Task details
Return the lines below exactly, from the first one through the line that has "position:relative; flex:1; overflow:hidden". Leave out everything after it.

Source data
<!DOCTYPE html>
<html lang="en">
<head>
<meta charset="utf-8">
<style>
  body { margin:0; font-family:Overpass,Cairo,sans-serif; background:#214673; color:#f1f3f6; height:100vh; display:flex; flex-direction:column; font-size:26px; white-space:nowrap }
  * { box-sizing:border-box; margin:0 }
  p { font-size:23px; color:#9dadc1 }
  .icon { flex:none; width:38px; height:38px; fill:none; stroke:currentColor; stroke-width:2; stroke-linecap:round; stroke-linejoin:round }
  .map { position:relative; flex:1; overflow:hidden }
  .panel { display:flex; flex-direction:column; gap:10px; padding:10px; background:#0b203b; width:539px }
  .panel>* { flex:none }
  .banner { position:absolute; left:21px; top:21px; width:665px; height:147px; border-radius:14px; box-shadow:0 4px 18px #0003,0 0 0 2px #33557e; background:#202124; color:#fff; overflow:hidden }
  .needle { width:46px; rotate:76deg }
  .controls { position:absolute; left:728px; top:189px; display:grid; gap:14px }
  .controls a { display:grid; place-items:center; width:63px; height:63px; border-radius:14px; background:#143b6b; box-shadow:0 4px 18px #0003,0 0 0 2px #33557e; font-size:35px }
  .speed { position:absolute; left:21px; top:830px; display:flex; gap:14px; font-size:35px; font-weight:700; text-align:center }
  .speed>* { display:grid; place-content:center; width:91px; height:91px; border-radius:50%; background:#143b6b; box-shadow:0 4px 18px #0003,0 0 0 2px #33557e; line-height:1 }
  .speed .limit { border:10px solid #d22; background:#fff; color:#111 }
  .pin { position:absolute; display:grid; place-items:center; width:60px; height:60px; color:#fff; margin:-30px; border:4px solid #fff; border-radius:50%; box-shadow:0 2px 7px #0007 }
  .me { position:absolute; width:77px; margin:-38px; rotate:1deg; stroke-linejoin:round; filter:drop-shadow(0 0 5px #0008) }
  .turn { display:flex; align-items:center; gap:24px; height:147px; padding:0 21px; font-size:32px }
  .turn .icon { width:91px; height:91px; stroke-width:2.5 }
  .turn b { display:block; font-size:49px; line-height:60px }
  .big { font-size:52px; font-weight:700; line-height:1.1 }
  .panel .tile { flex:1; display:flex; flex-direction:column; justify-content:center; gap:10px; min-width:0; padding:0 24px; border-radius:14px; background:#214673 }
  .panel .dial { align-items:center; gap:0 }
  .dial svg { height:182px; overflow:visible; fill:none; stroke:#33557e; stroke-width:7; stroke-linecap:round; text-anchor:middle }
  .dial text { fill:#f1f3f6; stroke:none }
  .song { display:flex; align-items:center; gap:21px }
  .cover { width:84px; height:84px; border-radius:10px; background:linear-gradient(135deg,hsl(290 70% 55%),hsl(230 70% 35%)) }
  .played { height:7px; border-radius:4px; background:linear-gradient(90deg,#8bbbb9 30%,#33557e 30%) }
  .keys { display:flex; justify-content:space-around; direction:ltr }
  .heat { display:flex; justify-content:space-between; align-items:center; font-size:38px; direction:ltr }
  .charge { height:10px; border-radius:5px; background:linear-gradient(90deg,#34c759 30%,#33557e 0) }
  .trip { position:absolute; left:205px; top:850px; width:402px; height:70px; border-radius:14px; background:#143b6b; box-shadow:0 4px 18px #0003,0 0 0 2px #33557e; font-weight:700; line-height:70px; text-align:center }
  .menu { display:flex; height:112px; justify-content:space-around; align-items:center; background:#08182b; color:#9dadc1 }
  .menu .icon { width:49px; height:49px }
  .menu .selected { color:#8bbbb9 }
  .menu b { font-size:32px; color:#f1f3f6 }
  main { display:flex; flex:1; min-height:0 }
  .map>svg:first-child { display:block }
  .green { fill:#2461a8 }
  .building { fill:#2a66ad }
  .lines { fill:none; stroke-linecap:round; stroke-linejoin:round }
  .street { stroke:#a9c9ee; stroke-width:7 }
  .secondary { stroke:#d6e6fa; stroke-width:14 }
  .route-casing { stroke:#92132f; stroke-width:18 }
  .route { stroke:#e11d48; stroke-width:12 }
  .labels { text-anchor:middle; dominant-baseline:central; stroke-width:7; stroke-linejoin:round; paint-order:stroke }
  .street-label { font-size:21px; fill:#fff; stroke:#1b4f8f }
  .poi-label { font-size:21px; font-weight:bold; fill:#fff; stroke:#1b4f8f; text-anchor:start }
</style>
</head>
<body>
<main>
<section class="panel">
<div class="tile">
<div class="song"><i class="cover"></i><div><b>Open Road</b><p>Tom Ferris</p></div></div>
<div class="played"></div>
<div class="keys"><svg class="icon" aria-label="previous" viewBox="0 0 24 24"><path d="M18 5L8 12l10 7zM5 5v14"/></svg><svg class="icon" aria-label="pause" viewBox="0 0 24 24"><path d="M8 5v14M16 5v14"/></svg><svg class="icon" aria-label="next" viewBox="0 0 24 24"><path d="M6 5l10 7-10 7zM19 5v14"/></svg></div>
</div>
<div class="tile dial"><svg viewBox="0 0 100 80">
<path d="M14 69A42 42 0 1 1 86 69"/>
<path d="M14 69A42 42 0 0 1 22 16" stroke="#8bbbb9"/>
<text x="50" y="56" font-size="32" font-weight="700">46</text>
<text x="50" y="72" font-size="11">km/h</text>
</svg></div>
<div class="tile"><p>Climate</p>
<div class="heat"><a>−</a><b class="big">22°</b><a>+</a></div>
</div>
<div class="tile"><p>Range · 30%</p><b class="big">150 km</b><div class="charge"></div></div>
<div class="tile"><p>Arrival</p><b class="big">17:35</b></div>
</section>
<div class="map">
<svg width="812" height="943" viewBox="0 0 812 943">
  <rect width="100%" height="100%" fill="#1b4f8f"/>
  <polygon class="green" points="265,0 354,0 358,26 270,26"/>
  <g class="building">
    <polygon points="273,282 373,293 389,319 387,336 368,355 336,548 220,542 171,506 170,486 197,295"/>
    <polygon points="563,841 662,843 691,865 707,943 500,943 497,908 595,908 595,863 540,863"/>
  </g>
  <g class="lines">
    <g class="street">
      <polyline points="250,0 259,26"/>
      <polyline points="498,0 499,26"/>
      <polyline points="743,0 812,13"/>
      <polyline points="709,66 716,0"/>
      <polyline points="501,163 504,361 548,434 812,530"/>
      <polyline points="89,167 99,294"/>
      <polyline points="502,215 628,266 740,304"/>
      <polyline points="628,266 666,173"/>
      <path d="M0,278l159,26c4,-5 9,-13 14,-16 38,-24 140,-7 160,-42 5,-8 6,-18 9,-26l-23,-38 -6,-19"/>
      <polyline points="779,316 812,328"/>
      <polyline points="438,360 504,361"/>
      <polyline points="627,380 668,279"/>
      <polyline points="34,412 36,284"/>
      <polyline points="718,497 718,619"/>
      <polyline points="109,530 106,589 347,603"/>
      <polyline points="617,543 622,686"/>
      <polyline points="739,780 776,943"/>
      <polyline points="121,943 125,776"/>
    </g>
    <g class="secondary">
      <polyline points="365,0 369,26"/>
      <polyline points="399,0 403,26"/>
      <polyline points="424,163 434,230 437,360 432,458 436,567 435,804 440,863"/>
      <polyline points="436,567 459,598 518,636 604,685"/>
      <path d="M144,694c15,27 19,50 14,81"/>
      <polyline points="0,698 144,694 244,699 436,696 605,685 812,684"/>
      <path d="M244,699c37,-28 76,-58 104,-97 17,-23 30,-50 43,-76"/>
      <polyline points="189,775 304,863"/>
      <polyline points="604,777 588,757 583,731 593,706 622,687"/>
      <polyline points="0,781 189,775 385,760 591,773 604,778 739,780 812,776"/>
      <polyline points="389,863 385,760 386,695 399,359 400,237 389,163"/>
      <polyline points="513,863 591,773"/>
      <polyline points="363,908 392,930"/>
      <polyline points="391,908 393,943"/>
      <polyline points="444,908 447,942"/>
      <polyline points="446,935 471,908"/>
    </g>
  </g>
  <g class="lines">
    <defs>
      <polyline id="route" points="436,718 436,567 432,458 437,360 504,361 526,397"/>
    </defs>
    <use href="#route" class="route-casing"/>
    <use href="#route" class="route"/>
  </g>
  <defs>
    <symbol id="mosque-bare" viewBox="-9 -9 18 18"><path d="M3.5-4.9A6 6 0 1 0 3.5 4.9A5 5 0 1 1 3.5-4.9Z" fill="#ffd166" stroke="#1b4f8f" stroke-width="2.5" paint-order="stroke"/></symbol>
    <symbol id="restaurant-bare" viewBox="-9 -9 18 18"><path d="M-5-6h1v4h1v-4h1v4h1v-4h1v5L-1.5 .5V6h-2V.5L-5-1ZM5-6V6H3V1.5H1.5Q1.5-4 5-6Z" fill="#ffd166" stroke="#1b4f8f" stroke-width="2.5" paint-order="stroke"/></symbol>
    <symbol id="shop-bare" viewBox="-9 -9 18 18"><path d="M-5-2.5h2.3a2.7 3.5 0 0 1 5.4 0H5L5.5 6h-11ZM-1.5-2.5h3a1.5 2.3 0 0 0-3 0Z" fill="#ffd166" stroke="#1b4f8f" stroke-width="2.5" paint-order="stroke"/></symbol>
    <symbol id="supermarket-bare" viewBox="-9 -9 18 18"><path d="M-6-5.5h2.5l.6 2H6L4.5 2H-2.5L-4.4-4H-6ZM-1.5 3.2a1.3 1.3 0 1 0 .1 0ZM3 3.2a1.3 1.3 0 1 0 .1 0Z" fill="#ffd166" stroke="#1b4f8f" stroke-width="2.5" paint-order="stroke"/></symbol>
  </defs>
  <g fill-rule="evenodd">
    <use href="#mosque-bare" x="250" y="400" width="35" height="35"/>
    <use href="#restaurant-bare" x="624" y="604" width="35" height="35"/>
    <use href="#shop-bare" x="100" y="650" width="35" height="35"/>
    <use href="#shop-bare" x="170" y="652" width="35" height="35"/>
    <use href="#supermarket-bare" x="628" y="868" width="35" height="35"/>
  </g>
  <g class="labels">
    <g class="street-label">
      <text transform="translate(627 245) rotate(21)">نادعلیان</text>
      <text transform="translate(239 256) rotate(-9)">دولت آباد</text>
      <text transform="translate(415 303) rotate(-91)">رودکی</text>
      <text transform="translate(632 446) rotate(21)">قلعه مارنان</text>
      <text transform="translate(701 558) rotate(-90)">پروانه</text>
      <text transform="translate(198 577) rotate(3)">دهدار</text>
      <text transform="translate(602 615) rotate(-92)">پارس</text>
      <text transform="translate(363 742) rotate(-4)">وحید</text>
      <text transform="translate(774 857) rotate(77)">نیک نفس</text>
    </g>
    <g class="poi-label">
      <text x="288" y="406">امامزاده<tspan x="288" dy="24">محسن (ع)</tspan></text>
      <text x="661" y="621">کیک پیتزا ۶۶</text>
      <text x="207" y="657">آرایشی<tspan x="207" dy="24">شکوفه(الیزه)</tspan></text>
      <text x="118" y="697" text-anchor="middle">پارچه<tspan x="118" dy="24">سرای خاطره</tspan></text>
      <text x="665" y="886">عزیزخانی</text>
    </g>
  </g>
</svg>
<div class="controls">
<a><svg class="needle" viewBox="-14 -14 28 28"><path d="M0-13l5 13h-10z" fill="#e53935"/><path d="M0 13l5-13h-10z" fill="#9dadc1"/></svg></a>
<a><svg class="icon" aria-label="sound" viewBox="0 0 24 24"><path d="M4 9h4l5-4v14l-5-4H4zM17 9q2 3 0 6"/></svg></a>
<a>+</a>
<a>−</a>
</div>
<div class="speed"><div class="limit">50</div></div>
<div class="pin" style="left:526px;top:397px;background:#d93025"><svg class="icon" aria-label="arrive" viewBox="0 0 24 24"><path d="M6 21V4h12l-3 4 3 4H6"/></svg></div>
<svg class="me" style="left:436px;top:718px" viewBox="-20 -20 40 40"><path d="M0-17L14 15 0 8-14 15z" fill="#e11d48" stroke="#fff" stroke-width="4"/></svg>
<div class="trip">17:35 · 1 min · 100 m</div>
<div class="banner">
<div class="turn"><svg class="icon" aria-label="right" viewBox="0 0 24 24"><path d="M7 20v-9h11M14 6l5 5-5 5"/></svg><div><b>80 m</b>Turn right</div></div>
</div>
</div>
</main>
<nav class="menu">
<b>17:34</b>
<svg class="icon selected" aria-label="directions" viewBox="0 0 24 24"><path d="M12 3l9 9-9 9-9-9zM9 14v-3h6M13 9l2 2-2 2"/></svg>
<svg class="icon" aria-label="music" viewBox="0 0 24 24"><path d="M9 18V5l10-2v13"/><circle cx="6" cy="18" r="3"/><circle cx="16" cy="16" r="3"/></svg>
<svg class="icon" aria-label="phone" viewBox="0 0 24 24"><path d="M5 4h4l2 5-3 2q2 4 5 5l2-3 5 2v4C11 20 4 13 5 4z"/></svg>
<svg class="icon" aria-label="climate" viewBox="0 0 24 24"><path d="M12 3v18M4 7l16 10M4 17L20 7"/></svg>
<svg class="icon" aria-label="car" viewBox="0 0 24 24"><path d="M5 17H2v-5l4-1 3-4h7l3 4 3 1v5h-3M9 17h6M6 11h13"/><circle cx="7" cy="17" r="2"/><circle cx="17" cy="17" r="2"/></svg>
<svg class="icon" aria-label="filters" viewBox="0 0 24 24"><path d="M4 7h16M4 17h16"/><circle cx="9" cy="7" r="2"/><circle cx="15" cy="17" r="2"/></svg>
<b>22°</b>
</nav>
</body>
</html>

Answer section
<!DOCTYPE html>
<html lang="en">
<head>
<meta charset="utf-8">
<style>
  body { margin:0; font-family:Overpass,Cairo,sans-serif; background:#214673; color:#f1f3f6; height:100vh; display:flex; flex-direction:column; font-size:26px; white-space:nowrap }
  * { box-sizing:border-box; margin:0 }
  p { font-size:23px; color:#9dadc1 }
  .icon { flex:none; width:38px; height:38px; fill:none; stroke:currentColor; stroke-width:2; stroke-linecap:round; stroke-linejoin:round }
  .map { position:relative; flex:1; overflow:hidden }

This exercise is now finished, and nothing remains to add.